→ Exercise aim:
Copy out the lines below that hold the word "lineWidth".

Available records below:

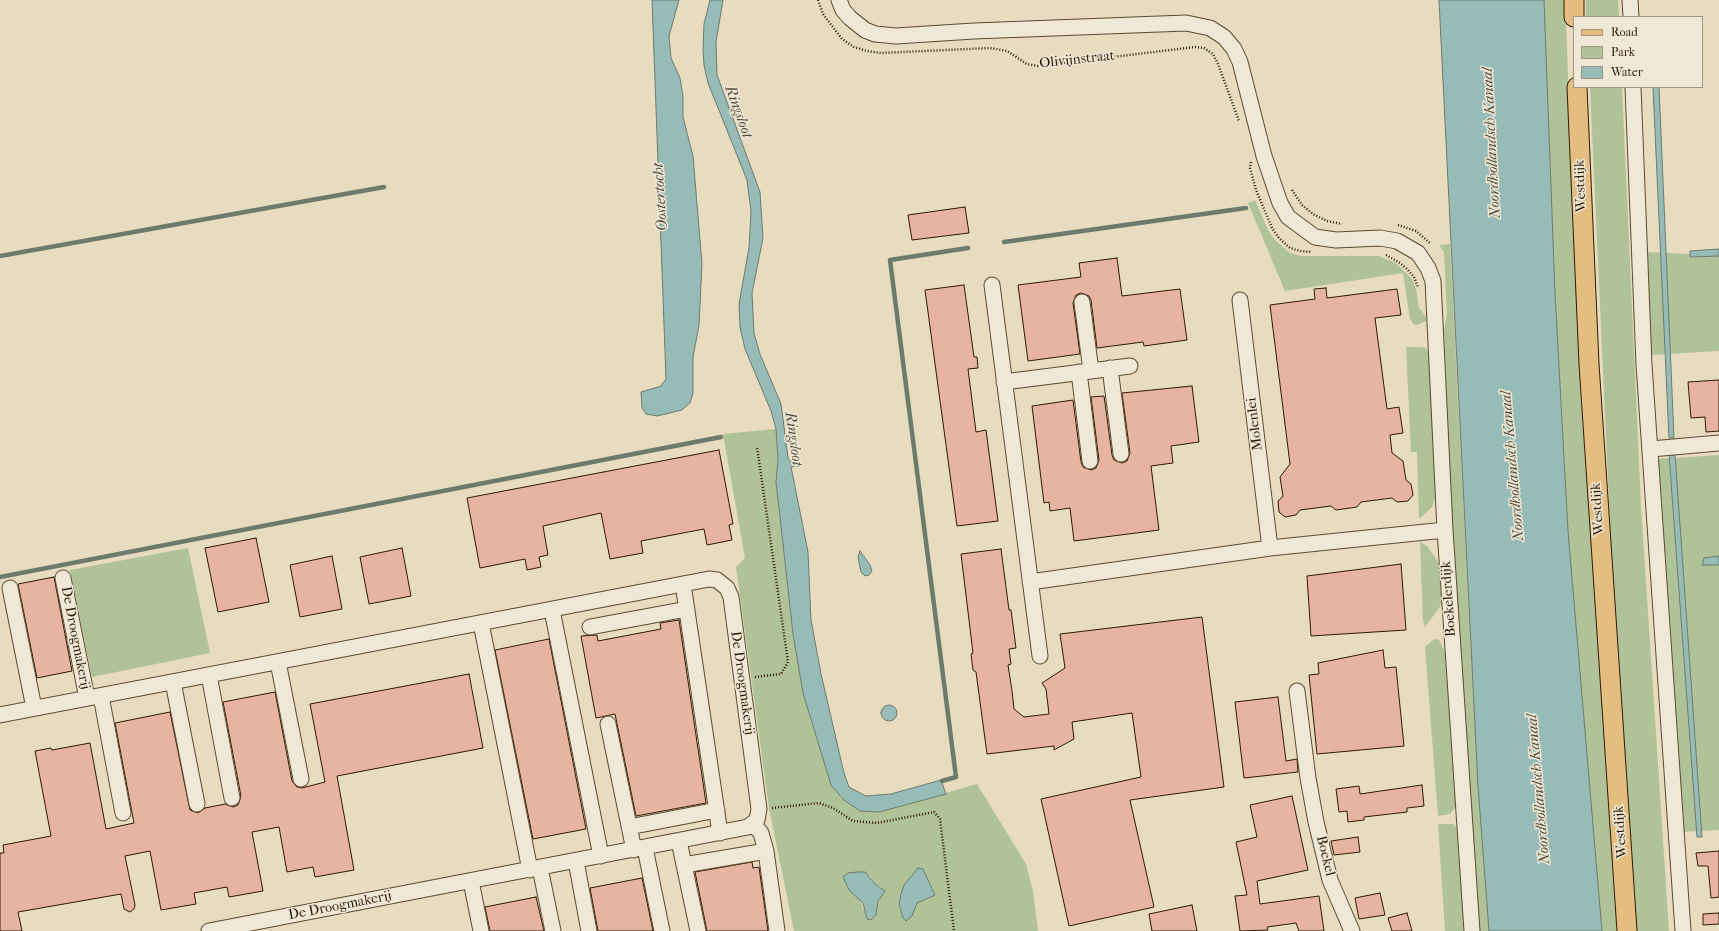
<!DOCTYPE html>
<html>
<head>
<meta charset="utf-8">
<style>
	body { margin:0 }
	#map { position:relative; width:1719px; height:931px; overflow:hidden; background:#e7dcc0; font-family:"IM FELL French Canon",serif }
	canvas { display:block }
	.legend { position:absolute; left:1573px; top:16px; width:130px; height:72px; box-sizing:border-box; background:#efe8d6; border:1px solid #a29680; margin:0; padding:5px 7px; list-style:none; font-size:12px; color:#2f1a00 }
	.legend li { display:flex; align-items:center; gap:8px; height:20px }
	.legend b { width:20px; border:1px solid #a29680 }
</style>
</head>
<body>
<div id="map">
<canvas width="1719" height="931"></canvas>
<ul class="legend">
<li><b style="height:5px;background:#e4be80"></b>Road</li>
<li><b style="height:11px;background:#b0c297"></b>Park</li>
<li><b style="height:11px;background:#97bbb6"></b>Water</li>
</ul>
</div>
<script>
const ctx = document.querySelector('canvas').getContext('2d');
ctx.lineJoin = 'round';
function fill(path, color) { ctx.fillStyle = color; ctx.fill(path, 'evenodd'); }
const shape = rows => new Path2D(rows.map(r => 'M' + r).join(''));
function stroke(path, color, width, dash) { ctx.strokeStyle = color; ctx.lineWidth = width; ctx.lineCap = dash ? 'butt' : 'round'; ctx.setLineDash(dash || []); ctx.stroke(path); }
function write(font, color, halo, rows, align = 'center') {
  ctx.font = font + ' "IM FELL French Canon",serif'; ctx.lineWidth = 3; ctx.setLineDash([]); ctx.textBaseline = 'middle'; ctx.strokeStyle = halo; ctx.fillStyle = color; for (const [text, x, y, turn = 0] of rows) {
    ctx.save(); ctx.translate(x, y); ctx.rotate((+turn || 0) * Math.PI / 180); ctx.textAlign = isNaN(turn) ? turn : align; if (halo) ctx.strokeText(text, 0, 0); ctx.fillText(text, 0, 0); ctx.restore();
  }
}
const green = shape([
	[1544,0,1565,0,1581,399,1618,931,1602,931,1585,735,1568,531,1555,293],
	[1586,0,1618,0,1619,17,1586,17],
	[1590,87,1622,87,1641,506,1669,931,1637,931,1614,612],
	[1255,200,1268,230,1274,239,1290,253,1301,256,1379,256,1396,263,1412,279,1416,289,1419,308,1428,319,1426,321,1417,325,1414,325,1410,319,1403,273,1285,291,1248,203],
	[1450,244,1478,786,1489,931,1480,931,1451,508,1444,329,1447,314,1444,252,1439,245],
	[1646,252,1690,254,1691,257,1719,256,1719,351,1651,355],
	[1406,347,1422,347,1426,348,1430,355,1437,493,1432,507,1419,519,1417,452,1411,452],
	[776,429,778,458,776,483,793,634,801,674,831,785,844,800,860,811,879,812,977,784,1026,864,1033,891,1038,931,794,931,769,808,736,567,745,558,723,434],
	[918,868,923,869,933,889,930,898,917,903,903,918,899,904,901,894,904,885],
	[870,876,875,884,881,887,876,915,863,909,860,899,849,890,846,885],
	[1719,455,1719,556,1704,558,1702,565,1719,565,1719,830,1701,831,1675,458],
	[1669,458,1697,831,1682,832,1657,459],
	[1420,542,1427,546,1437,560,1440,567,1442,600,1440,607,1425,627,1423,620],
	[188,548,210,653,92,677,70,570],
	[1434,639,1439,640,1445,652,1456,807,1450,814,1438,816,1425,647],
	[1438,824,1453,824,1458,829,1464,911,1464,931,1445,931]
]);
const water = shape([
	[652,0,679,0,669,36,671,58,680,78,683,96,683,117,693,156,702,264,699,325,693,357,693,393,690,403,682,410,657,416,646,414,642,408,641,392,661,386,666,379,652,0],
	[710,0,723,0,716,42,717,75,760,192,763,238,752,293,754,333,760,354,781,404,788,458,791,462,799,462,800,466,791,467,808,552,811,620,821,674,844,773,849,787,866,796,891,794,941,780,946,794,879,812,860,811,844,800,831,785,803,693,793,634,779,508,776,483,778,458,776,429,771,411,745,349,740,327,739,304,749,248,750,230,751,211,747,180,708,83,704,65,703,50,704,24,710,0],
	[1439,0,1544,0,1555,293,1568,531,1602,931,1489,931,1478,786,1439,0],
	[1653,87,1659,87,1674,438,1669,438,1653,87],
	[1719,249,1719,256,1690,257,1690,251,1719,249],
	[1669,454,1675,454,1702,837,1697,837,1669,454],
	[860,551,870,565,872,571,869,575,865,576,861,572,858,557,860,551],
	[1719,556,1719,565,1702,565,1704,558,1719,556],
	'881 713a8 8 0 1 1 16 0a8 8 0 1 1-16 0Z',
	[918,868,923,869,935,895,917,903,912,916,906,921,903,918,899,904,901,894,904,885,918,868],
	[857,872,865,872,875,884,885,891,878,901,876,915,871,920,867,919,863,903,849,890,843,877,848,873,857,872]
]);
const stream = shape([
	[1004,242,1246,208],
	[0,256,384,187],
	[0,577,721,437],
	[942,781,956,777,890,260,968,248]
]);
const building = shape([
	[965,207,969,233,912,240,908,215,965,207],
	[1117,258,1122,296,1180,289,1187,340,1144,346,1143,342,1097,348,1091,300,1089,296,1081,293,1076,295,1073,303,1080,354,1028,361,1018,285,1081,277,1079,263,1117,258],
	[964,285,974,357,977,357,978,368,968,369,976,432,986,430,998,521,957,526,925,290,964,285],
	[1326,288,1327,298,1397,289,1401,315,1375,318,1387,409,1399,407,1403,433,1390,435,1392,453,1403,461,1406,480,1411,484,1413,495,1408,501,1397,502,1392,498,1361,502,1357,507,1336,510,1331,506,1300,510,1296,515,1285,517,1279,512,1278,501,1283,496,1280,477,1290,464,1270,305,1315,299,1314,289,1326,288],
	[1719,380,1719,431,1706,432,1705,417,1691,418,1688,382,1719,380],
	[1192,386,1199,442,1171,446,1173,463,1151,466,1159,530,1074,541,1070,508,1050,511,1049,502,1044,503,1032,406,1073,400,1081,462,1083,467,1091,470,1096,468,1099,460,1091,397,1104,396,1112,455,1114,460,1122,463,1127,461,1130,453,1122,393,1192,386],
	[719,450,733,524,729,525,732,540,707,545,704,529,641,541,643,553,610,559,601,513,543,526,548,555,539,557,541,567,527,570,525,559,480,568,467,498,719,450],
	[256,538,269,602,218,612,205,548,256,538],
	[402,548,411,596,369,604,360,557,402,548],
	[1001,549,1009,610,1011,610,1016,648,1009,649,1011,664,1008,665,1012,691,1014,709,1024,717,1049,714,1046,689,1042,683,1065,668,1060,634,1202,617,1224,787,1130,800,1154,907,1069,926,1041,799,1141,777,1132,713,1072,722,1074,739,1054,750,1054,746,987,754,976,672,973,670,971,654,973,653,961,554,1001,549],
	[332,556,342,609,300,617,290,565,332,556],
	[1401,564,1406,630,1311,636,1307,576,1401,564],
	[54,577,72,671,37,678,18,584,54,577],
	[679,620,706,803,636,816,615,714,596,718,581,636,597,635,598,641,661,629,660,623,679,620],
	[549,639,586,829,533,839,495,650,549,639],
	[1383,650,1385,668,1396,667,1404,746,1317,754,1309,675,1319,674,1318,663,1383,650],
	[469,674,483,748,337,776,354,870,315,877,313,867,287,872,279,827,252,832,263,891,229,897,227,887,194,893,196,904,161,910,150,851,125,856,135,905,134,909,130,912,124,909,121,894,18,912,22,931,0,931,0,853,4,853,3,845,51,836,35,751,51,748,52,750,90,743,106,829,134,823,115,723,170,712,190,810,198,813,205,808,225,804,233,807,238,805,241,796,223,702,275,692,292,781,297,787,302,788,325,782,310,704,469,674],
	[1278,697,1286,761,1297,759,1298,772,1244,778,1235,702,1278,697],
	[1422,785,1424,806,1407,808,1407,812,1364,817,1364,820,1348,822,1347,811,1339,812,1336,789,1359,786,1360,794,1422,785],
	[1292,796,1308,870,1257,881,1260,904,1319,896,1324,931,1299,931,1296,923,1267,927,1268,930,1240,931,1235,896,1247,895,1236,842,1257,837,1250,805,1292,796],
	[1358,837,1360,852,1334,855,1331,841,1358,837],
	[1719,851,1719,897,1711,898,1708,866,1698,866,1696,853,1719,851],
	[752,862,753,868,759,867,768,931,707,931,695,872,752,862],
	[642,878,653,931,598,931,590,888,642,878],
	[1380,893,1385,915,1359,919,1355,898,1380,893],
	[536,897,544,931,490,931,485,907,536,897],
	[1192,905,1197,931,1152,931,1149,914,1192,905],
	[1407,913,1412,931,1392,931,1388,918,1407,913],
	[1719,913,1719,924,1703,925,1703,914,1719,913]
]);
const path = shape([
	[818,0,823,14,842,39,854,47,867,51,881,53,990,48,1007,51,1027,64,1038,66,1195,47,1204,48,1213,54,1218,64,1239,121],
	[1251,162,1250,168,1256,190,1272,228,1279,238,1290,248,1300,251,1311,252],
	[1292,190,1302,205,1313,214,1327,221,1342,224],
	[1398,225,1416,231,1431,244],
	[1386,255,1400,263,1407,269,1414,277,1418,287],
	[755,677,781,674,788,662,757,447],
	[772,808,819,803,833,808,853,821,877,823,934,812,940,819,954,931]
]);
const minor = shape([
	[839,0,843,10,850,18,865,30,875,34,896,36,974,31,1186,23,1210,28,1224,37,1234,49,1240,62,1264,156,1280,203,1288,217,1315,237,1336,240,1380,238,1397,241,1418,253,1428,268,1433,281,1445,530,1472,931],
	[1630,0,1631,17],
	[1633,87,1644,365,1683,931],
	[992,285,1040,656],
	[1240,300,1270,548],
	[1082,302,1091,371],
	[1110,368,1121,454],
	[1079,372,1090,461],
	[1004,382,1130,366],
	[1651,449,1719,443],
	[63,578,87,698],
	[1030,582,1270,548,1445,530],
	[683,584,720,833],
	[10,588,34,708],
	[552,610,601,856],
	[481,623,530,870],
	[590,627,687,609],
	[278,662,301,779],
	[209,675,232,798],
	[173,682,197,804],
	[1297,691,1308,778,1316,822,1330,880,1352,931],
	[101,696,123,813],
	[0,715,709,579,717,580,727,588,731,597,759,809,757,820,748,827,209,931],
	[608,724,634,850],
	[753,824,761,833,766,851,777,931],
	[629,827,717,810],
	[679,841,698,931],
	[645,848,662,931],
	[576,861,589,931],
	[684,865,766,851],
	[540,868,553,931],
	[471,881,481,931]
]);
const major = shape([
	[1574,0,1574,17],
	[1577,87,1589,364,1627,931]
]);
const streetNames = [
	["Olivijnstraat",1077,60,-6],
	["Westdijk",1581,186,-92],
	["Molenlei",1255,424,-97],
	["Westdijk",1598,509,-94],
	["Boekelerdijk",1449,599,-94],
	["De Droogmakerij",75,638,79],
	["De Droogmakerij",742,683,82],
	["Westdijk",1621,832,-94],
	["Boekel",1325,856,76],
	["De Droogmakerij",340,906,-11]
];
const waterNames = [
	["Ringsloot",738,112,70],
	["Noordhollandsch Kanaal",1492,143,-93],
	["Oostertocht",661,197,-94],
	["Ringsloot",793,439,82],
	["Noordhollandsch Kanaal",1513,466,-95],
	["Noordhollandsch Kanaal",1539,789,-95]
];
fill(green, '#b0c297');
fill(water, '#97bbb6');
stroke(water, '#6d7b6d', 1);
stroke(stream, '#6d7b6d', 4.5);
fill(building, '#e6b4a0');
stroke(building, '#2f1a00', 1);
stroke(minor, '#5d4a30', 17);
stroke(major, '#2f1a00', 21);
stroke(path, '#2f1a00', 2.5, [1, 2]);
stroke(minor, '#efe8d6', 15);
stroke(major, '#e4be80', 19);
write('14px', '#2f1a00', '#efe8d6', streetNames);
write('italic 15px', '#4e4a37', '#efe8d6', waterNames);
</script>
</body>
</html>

End of Available records.

→ Exercise solution:
function stroke(path, color, width, dash) { ctx.strokeStyle = color; ctx.lineWidth = width; ctx.lineCap = dash ? 'butt' : 'round'; ctx.setLineDash(dash || []); ctx.stroke(path); }
  ctx.font = font + ' "IM FELL French Canon",serif'; ctx.lineWidth = 3; ctx.setLineDash([]); ctx.textBaseline = 'middle'; ctx.strokeStyle = halo; ctx.fillStyle = color; for (const [text, x, y, turn = 0] of rows) {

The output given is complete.